Sendo que o valor da indisponibilidade considerará a estimativa de dano indicada na petição inicial, permitida a sua substituição por caução idônea, por fiança bancária ou por seguro-garantia judicial, a requerimento do réu, bem como a sua readequação durante a instrução do processo.
Nesse sentido, valendo-se de dispositivos do Código de Processo Civil que preconizam que a tutela provisória conserva sua eficácia na pendência do processo, mas pode, a qualquer tempo, ser revogada ou modificada (art. 296), que o juiz deve considerar fatos constitutivos, modificativos ou extintivos surgidos no curso do processo que possam influir no julgamento de mérito (art. 493) e que se o relator constatar a ocorrência de fato superveniente à decisão recorrida, ele deve ser considerado no julgamento do recurso, após intimação das partes (art. 933), o STJ confirmou que as novas regras da LIA para o bloqueio de bens também se aplicam às ações de improbidade administrativa em curso, aprovando a seguinte tese:
“As disposições da Lei 14.230/2021 são aplicáveis aos processos em curso para regular procedimento da tutela provisória de indisponibilidade de bens, de modo que as medidas já deferidas poderão ser reapreciadas para fins de adequação à atual regra da Lei 8.429/92.”

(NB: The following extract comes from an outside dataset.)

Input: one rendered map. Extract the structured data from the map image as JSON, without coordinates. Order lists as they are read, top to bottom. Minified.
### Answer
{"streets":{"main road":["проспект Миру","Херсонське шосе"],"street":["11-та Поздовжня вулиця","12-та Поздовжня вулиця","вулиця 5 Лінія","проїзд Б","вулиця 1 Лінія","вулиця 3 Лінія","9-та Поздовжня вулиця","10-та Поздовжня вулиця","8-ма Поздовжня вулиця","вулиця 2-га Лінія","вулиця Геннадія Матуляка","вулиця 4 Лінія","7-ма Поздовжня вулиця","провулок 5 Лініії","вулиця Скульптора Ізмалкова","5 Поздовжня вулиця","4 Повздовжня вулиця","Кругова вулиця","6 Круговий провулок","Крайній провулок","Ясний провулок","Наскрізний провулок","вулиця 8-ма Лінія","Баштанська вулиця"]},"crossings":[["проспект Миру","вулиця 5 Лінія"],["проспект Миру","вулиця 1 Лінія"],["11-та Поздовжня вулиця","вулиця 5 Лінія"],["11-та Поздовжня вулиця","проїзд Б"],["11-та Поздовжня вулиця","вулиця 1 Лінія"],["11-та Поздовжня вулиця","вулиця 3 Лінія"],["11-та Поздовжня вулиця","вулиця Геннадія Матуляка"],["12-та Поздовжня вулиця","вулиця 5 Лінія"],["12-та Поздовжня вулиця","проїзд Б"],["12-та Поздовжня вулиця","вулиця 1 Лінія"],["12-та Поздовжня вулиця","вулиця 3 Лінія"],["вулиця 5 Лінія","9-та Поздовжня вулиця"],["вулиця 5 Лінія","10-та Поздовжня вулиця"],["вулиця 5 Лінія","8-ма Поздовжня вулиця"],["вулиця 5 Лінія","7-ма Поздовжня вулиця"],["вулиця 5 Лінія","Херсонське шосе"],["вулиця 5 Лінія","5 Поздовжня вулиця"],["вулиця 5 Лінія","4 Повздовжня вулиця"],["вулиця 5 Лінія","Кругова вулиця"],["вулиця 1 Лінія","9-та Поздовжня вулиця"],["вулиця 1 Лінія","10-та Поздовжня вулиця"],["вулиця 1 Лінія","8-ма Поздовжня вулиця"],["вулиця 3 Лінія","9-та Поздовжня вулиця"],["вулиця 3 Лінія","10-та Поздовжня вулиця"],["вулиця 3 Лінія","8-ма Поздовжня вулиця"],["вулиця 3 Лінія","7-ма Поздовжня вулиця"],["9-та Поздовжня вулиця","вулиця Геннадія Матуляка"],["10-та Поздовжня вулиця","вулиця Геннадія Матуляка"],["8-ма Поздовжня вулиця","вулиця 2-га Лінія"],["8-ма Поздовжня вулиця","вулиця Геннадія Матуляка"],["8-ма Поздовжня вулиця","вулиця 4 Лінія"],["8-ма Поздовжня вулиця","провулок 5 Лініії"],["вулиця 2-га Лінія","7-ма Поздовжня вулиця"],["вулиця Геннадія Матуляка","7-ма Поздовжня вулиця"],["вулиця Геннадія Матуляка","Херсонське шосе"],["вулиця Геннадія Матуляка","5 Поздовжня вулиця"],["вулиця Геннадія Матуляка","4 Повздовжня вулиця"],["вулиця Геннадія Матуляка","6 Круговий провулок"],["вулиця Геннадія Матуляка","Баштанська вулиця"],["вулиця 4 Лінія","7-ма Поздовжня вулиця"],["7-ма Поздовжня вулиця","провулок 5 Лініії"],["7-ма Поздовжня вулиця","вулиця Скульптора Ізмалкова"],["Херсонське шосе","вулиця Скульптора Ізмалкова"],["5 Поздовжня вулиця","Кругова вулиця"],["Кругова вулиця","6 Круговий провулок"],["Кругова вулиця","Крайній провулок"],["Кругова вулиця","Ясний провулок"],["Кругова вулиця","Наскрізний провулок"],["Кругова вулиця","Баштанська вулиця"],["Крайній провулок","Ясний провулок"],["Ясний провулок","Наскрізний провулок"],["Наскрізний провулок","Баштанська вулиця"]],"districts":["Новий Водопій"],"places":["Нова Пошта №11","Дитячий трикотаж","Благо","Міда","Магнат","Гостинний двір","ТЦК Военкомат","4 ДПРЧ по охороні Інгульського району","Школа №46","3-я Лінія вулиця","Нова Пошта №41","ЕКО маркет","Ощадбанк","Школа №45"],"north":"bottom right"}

Isso significa que os réus em ações de improbidade administrativa em andamento com bens bloqueados podem pedir a reavaliação dessa indisponibilidade, mesmo que a demanda tenha sido ajuizada anteriormente às alterações promovidas pela Lei nº 14.230/21.
O que representa um grande avanço jurisprudencial e corrige um desequilíbrio processual histórico, pois, nos processos em geral, há muito a indisponibilidade de bens depende da demonstração cumulativa da probabilidade do direito (fummus boni iuris) e do perigo da demora (periculum in mora), ao passo que nas ações de improbidade administrativa bastava o indício de responsabilidade do agente supostamente ímprobo para fundamentar o bloqueio dos seus bens. Não era necessário demonstrar, sequer, vestígio de dilapidação patrimonial do réu.
E essa situação era mantida durante todo o deslinde da ação, comumente demorada. Mesmo que a ação de improbidade fosse julgada improcedente, normalmente o desbloqueio só ocorria após o trânsito em julgado da improcedência.
Agora, além de possuir regras mais criteriosas para o seu deferimento, a liminar de bloqueio de bens pode ser revista a qualquer tempo e grau de jurisdição, contanto que ocorra comprovada modificação das circunstâncias ou fato superveniente que afete os fundamentos pelos quais a medida foi deferida.